Après l’AMX 10 français, le Marder allemand : comment la décision de Macron a forcé la main de Scholz

Le chancelier allemand Olaf Scholtz se décide enfin : l’Allemagne livrera bien des blindés Marder à l’Ukraine, ainsi qu’un système de missiles Patriot. Avec Paris et Washington qui lui forcent un peu la main.

Pourquoi est-ce important ?

L'Ukraine réclame à cor et à cri une nouvelle fournée de livraisons de matériel militaire pour garder l'initiative face aux Russes. Et après l'artillerie à longue portée et les défenses antiaériennes, elle a besoin de véhicules blindés pour envisager une nouvelle offensive. Idéalement des chars, mais c'est plus compliqué.

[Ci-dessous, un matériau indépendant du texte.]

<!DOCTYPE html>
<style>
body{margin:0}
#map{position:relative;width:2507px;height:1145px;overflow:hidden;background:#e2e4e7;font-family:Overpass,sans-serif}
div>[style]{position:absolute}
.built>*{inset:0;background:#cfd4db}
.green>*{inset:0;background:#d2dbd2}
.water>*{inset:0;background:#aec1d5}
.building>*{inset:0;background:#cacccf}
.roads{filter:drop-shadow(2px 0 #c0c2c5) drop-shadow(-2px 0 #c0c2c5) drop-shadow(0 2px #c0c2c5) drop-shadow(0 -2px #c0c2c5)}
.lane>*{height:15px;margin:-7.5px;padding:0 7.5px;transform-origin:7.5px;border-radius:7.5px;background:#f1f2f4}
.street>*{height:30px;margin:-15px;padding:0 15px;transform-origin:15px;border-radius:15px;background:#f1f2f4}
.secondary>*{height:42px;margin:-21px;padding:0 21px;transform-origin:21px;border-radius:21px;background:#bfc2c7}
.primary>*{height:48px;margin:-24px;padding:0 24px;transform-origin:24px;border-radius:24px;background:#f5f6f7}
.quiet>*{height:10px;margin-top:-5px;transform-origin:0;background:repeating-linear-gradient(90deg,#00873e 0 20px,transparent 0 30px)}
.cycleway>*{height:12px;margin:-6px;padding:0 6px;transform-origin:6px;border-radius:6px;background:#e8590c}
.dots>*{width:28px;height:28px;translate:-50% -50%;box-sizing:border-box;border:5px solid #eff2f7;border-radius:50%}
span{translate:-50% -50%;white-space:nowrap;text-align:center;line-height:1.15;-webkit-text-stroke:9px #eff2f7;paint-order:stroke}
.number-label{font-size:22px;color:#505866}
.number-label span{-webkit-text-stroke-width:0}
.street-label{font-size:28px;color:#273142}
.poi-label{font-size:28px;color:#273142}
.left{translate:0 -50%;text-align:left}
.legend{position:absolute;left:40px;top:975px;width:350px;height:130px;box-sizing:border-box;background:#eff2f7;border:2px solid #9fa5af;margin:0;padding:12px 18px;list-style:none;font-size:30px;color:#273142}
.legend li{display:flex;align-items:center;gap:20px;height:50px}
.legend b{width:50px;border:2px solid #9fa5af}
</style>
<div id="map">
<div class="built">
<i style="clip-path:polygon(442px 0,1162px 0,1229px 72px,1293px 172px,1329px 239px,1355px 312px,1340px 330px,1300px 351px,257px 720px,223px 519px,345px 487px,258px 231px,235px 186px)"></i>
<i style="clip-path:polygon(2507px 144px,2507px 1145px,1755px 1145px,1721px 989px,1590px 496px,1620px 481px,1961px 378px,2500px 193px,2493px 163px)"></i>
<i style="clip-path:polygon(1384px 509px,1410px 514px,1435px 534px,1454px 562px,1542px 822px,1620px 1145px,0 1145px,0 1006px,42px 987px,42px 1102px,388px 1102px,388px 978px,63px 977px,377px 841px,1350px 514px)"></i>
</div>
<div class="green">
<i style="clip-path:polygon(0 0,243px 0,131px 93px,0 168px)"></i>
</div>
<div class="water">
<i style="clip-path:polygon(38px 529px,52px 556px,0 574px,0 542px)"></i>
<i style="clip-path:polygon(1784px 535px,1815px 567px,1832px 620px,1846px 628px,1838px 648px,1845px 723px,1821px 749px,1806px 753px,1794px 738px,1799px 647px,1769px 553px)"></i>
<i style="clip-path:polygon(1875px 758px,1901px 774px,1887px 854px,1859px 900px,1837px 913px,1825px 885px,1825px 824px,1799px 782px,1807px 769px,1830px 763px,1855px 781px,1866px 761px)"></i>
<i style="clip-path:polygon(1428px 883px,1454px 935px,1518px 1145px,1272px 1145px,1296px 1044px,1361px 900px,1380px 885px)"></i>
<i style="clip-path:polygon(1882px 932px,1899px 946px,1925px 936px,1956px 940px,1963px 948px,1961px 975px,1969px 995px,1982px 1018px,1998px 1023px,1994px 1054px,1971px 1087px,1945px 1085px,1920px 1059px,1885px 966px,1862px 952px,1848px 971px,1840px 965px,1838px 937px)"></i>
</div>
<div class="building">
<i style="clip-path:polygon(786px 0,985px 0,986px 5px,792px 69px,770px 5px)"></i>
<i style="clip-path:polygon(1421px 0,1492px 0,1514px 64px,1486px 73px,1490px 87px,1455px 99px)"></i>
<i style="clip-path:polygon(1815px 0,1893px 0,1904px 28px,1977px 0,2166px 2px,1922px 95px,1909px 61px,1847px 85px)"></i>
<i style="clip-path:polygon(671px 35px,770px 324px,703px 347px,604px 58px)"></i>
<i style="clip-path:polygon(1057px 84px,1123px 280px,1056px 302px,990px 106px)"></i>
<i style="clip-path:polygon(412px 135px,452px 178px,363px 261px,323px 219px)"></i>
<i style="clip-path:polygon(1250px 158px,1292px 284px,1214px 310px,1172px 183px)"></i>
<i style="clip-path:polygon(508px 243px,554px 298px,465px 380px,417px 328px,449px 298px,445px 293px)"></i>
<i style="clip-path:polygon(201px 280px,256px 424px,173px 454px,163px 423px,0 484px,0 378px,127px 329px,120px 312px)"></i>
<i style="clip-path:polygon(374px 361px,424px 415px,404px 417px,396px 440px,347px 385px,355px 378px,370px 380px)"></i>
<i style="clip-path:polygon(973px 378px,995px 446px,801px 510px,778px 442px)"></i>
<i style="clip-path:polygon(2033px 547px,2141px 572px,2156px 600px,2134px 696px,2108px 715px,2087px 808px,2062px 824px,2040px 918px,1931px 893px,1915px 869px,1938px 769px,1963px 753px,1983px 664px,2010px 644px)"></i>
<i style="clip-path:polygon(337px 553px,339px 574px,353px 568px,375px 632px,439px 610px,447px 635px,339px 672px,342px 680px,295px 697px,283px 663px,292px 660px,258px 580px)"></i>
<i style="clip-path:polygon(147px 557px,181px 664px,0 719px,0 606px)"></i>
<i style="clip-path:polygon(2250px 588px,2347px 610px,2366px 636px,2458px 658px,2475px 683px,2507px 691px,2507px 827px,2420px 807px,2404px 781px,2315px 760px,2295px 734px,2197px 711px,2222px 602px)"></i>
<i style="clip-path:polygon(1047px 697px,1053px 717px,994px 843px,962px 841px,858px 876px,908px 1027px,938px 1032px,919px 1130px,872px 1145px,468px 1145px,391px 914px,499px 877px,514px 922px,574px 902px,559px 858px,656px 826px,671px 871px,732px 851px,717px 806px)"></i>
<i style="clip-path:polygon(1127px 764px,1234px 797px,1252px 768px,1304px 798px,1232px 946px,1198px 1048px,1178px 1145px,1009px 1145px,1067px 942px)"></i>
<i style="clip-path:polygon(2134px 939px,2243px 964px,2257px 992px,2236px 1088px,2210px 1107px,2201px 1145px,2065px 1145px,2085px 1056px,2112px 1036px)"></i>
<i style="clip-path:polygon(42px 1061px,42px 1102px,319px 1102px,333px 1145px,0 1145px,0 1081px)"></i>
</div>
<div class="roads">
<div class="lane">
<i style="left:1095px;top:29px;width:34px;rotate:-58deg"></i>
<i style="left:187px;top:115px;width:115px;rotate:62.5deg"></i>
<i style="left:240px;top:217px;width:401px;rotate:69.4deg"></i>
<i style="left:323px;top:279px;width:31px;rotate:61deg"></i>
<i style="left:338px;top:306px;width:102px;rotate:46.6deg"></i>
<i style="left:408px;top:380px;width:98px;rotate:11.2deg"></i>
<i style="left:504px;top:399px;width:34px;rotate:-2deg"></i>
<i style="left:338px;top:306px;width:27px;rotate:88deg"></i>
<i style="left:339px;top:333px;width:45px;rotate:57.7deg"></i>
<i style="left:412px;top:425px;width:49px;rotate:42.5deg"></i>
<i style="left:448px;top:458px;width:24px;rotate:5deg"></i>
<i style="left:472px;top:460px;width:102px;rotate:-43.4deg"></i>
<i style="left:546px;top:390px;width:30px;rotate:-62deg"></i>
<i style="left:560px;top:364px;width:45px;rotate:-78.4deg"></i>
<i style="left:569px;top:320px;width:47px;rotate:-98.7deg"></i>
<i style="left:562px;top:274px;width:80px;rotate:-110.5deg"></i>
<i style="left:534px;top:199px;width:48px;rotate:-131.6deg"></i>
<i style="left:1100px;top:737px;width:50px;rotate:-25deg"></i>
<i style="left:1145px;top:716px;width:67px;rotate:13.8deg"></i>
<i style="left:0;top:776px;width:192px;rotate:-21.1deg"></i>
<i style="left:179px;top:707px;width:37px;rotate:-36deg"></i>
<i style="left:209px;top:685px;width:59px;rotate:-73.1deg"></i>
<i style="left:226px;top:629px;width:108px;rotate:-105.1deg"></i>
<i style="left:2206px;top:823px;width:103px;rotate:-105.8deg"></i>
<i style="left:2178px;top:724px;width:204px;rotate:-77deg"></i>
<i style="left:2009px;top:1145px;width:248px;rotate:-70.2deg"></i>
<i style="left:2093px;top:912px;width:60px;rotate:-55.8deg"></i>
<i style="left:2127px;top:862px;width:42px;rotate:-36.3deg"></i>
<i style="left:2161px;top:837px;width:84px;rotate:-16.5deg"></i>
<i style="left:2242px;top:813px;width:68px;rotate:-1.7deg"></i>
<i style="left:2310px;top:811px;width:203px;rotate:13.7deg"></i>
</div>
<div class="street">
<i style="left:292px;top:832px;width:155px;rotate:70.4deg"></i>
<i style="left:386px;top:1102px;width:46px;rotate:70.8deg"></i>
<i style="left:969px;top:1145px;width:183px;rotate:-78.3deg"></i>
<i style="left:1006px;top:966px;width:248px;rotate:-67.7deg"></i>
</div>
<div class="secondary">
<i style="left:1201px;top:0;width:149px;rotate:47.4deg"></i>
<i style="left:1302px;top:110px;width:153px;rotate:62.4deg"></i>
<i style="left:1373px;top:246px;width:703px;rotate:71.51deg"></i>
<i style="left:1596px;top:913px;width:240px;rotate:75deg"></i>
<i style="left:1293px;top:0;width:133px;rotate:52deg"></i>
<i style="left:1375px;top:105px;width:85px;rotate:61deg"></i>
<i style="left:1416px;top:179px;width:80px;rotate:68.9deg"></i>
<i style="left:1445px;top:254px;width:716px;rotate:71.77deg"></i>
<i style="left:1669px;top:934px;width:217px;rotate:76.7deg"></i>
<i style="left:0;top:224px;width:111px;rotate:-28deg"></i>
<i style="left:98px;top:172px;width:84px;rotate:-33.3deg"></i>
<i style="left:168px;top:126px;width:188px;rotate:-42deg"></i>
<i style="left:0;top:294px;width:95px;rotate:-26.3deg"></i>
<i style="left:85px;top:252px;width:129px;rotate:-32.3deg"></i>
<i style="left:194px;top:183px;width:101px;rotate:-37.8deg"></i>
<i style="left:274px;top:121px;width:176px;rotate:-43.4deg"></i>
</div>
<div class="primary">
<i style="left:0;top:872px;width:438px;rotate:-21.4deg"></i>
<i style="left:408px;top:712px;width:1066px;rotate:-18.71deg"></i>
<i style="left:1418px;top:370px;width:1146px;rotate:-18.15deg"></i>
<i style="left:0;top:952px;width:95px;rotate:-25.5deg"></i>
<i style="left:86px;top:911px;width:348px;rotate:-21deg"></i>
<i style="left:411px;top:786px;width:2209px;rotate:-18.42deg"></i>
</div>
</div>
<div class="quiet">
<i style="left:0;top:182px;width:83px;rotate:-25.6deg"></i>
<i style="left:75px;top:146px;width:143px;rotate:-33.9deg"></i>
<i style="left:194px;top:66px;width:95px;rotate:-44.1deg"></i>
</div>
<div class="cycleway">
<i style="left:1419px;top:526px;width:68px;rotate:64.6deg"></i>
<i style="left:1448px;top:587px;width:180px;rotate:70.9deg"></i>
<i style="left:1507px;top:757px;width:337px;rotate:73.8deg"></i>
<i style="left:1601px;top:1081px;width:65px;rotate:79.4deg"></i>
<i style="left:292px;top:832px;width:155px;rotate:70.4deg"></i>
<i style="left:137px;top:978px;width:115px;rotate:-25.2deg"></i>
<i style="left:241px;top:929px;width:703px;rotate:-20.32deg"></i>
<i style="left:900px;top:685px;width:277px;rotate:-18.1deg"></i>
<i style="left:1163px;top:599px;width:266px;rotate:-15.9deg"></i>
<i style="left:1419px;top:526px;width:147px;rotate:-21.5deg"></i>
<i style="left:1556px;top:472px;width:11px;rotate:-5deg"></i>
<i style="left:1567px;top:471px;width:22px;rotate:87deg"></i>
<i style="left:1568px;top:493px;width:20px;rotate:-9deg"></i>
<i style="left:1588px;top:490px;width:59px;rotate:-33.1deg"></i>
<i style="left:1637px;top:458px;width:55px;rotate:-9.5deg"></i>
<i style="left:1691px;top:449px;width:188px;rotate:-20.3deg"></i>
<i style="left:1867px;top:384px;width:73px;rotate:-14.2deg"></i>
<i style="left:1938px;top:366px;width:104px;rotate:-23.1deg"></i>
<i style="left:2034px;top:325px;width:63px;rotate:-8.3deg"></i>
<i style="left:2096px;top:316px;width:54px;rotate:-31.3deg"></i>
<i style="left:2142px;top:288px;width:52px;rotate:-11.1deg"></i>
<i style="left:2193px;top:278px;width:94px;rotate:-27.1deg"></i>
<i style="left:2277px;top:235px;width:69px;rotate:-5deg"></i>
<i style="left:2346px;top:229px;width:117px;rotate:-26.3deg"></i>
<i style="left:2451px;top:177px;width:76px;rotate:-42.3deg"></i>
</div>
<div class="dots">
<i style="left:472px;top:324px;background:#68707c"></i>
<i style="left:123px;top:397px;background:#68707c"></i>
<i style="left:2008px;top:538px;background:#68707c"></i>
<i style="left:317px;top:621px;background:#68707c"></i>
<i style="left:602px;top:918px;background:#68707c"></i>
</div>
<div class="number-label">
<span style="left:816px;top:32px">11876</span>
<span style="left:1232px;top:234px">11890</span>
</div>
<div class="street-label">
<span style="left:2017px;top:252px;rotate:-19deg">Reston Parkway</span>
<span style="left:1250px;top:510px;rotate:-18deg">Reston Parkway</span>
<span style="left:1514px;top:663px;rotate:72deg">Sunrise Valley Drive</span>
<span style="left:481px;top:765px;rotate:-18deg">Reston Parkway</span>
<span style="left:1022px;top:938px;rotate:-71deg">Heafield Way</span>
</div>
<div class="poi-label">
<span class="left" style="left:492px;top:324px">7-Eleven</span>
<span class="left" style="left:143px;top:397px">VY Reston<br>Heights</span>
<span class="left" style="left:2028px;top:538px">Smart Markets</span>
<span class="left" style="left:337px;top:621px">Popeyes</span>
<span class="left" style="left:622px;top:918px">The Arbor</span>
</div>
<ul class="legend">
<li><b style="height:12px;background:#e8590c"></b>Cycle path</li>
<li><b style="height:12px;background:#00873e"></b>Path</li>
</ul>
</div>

Tout ce qui porte un canon n’est pas un char

  • En milieu de semaine, la France a marqué un grand coup en annonçant que le président Emmanuel Macron avait décidé l’envoi en Ukraine de blindés AMX 10 RC (pour « Roues – Canon »), une étape importante dans l’aide matérielle à l’Ukraine après les obusiers français Caesar, qui ont fait merveille au printemps dernier.
  • Le président français a qualifié l’engin de char de combat léger ; « C’est la première fois que des chars de conception occidentale sont fournis aux forces armées ukrainiennes », a ajouté la présidence. Des véhicules de transport blindés Bastion APC feront aussi partie du lot.
  • Sauf que cette appellation fait débat : doté de six roues, mais aussi d’un puissant canon de 105 mm, officiellement l’AMX 10 n’est pas tant un char qu’un blindé de reconnaissance bien armé selon la nomenclature française, mais il entre dans la définition de la Convention de 1990 sur les forces armées conventionnelles en Europe, qui définit un char comme un engin raisonnablement blindé et mobile en tout-terrain, et surtout doté d’un canon d’au moins 75 mm monté sur tourelle à 360° ; de ce point de vue, l’AMX 10 est un char, chenilles ou pas.
  • Reste que si l’engin a du punch, il n’a pas le blindage pour affronter tous les chars russes dans n’importe quelles circonstances. En outre, la France ne disposait que de 250 de ces engins dans son ordre de bataille théorique. De quoi en fournir quelques dizaines à l’Ukraine, au mieux, selon Michel Goya.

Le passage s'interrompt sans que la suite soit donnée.